Transcribe exactly, leaving out pictures, the lines from the one that holds "I am building" through the end of the data below, including both end lines and no others.

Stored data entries
++++++++++
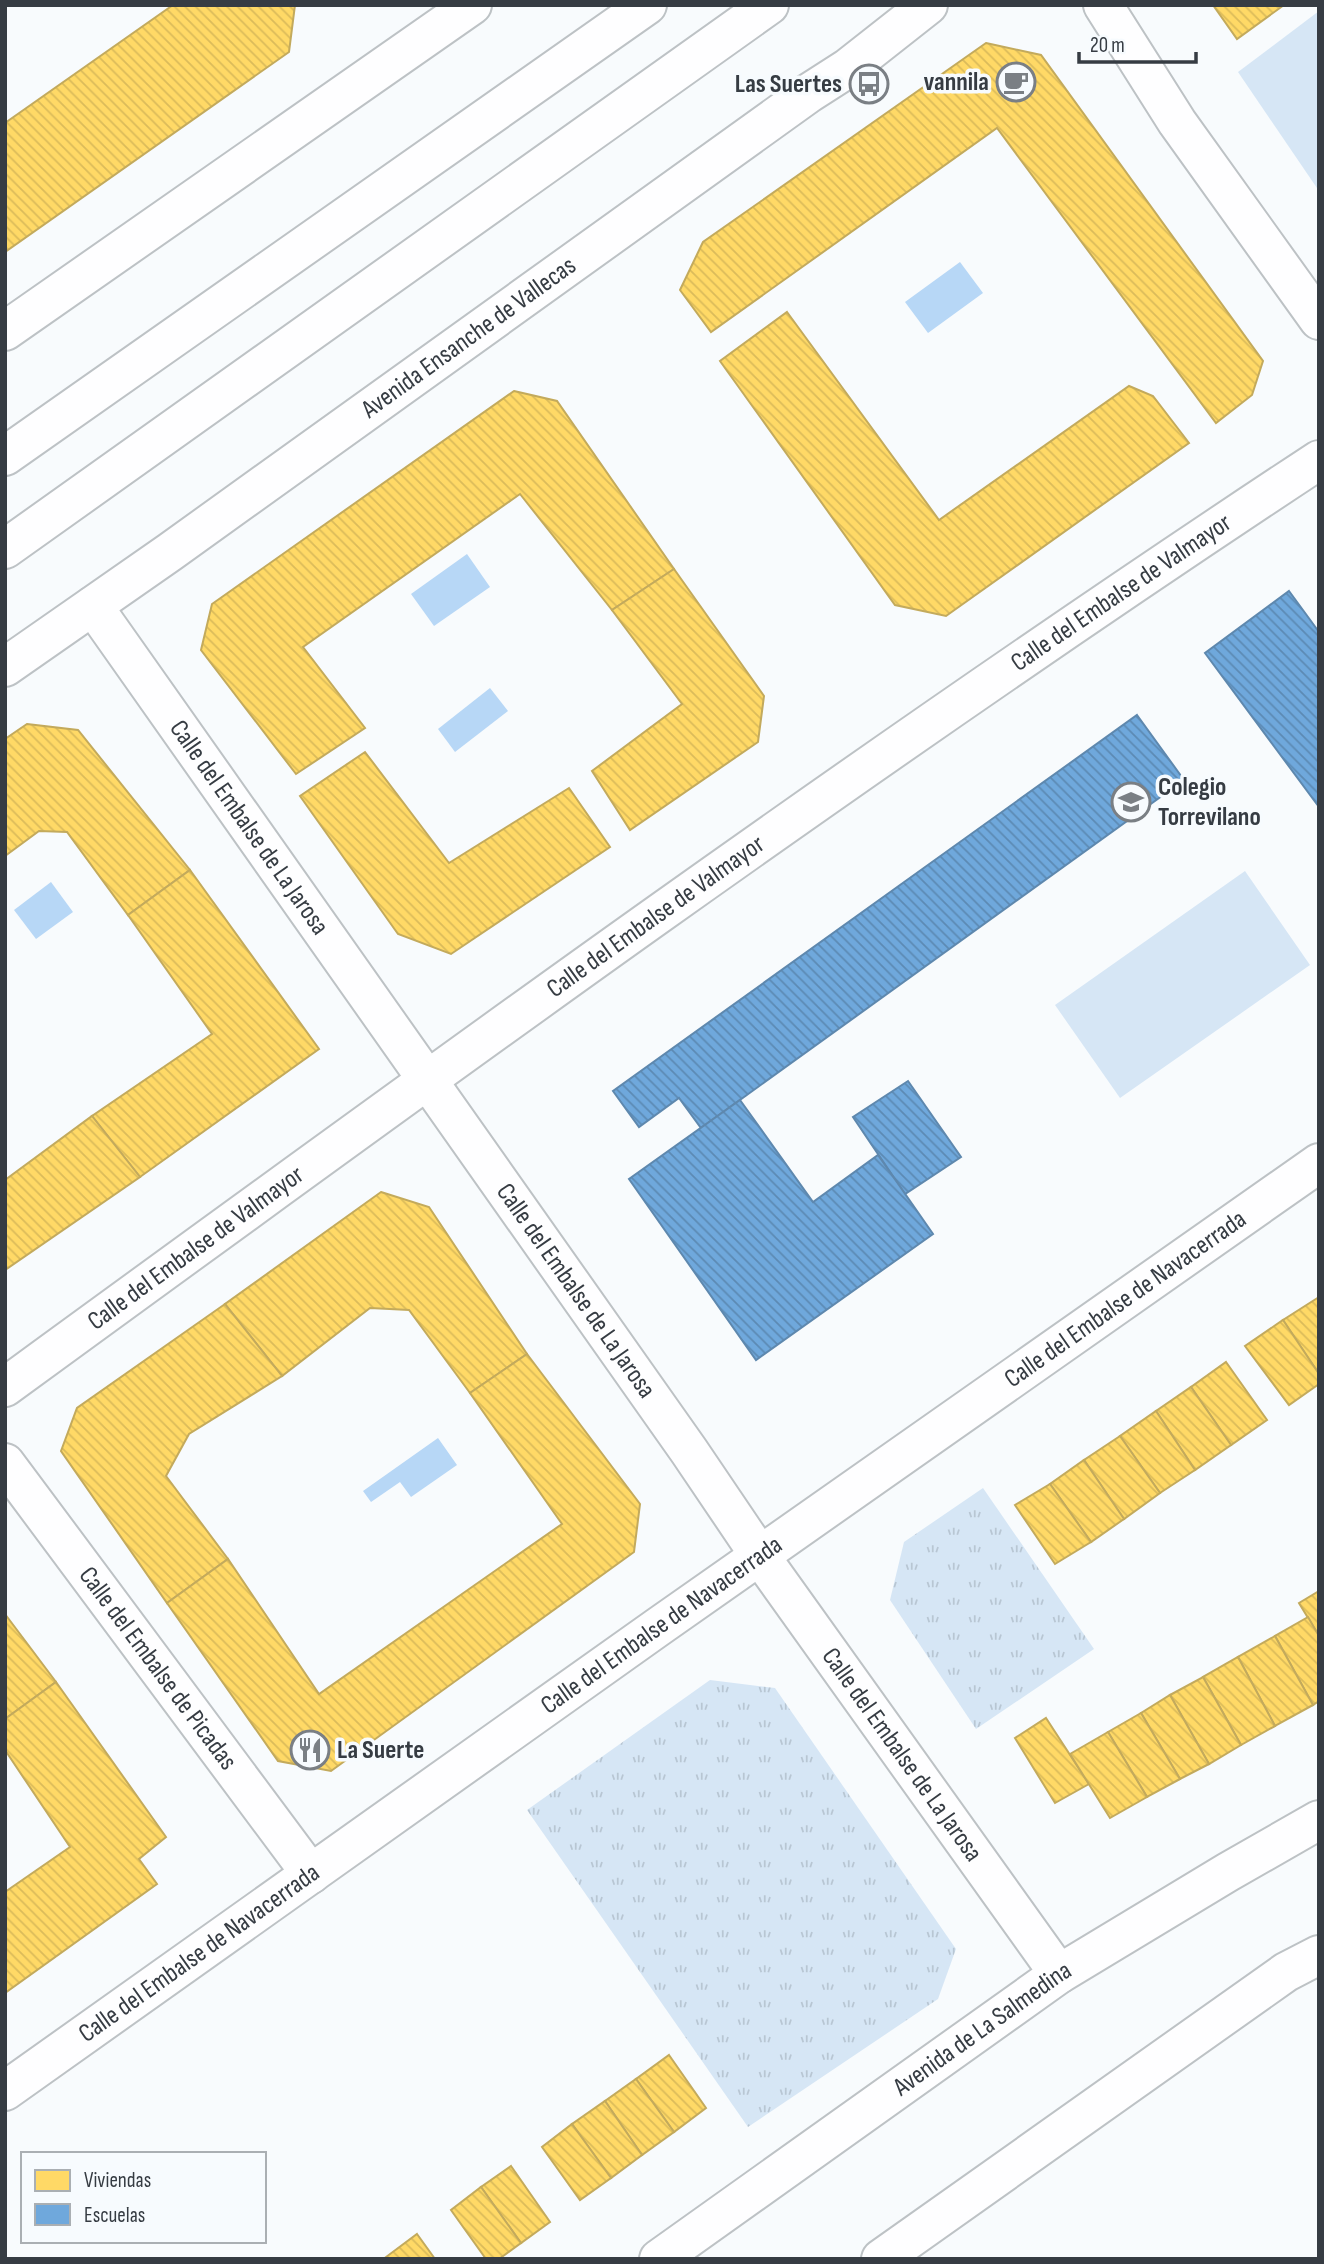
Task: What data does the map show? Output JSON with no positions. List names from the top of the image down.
{
  "streets": {
    "street": [
      "Avenida Ensanche de Vallecas",
      "Calle del Embalse de Valmayor",
      "Calle del Embalse de La Jarosa",
      "Calle del Embalse de Navacerrada",
      "Calle del Embalse de Picadas",
      "Avenida de La Salmedina"
    ]
  },
  "crossings": [
    ["Avenida Ensanche de Vallecas", "Calle del Embalse de La Jarosa"],
    ["Calle del Embalse de Valmayor", "Calle del Embalse de La Jarosa"],
    ["Calle del Embalse de La Jarosa", "Calle del Embalse de Navacerrada"],
    ["Calle del Embalse de La Jarosa", "Avenida de La Salmedina"],
    ["Calle del Embalse de Navacerrada", "Calle del Embalse de Picadas"]
  ],
  "places": {
    "cafe": ["vannila"],
    "bus stop": ["Las Suertes"],
    "school or university": ["Colegio Torrevilano"],
    "restaurant": ["La Suerte"]
  },
  "legend": ["Viviendas", "Escuelas"],
  "scale_bar": "20 m"
}
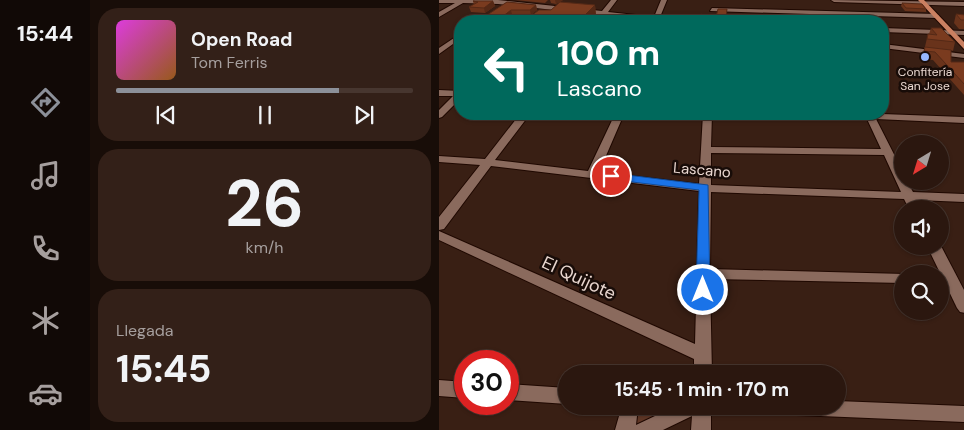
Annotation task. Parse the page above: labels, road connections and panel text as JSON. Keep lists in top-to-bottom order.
{
  "streets": {
    "street": ["Lascano", "El Quijote"]
  },
  "places": ["Confitería San Jose"],
  "north": "bottom left",
  "page": {
    "tabs": "15:44",
    "turn": ["100 m", "Lascano"],
    "song": ["Open Road", "Tom Ferris"],
    "tile": [
      ["26", "km/h"],
      ["Llegada", "15:45"]
    ],
    "limit": "30",
    "trip": "15:45 · 1 min · 170 m"
  }
}
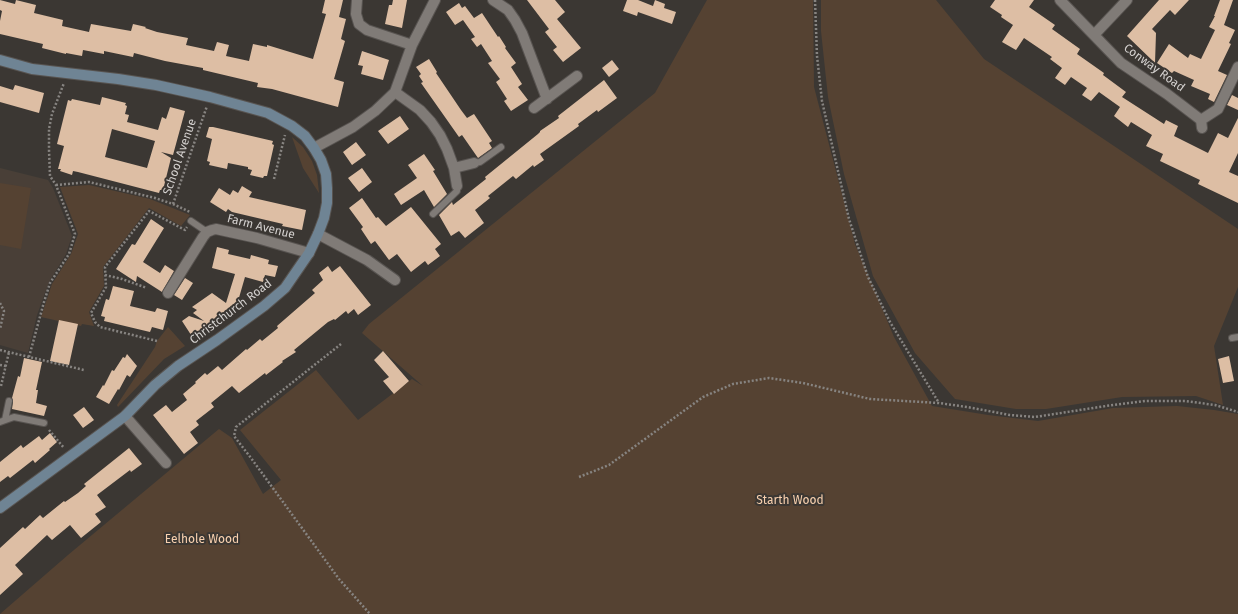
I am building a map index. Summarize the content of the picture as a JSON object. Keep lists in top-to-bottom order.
{
  "streets": {
    "street": ["Conway Road", "Farm Avenue", "Christchurch Road"],
    "path": ["School Avenue"]
  },
  "crossings": [
    ["School Avenue", "Christchurch Road"],
    ["Farm Avenue", "Christchurch Road"]
  ],
  "parks": ["Starth Wood", "Eelhole Wood"]
}
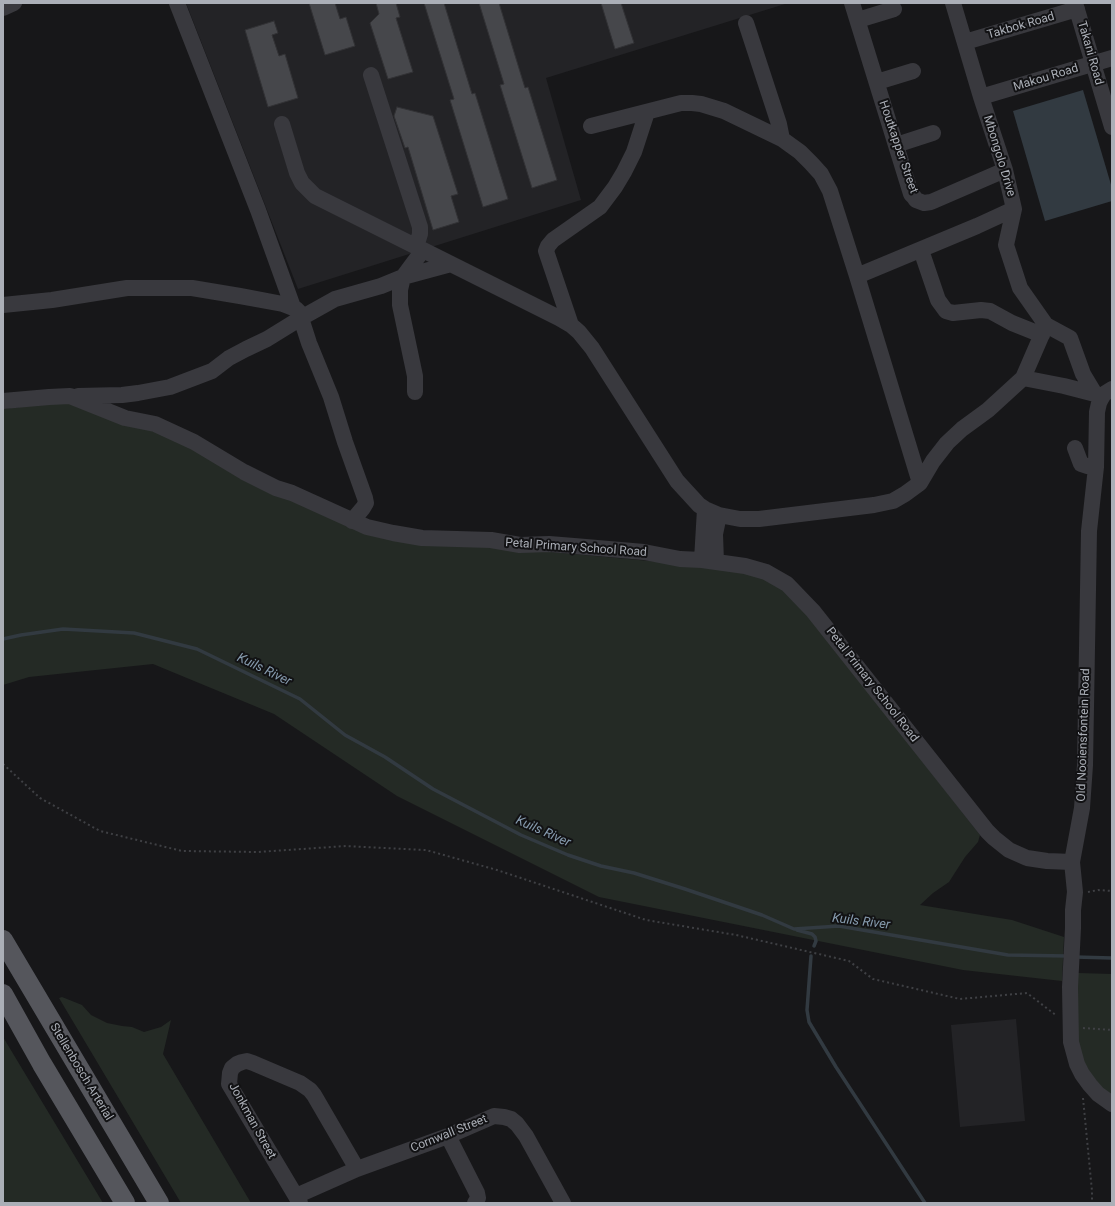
++++++++++
Task answer
I am building a map index. Summarize the content of the picture as a JSON object. Keep lists in top-to-bottom order.
{
  "streets": {
    "street": ["Conway Road", "Farm Avenue", "Christchurch Road"],
    "path": ["School Avenue"]
  },
  "crossings": [
    ["School Avenue", "Christchurch Road"],
    ["Farm Avenue", "Christchurch Road"]
  ],
  "parks": ["Starth Wood", "Eelhole Wood"]
}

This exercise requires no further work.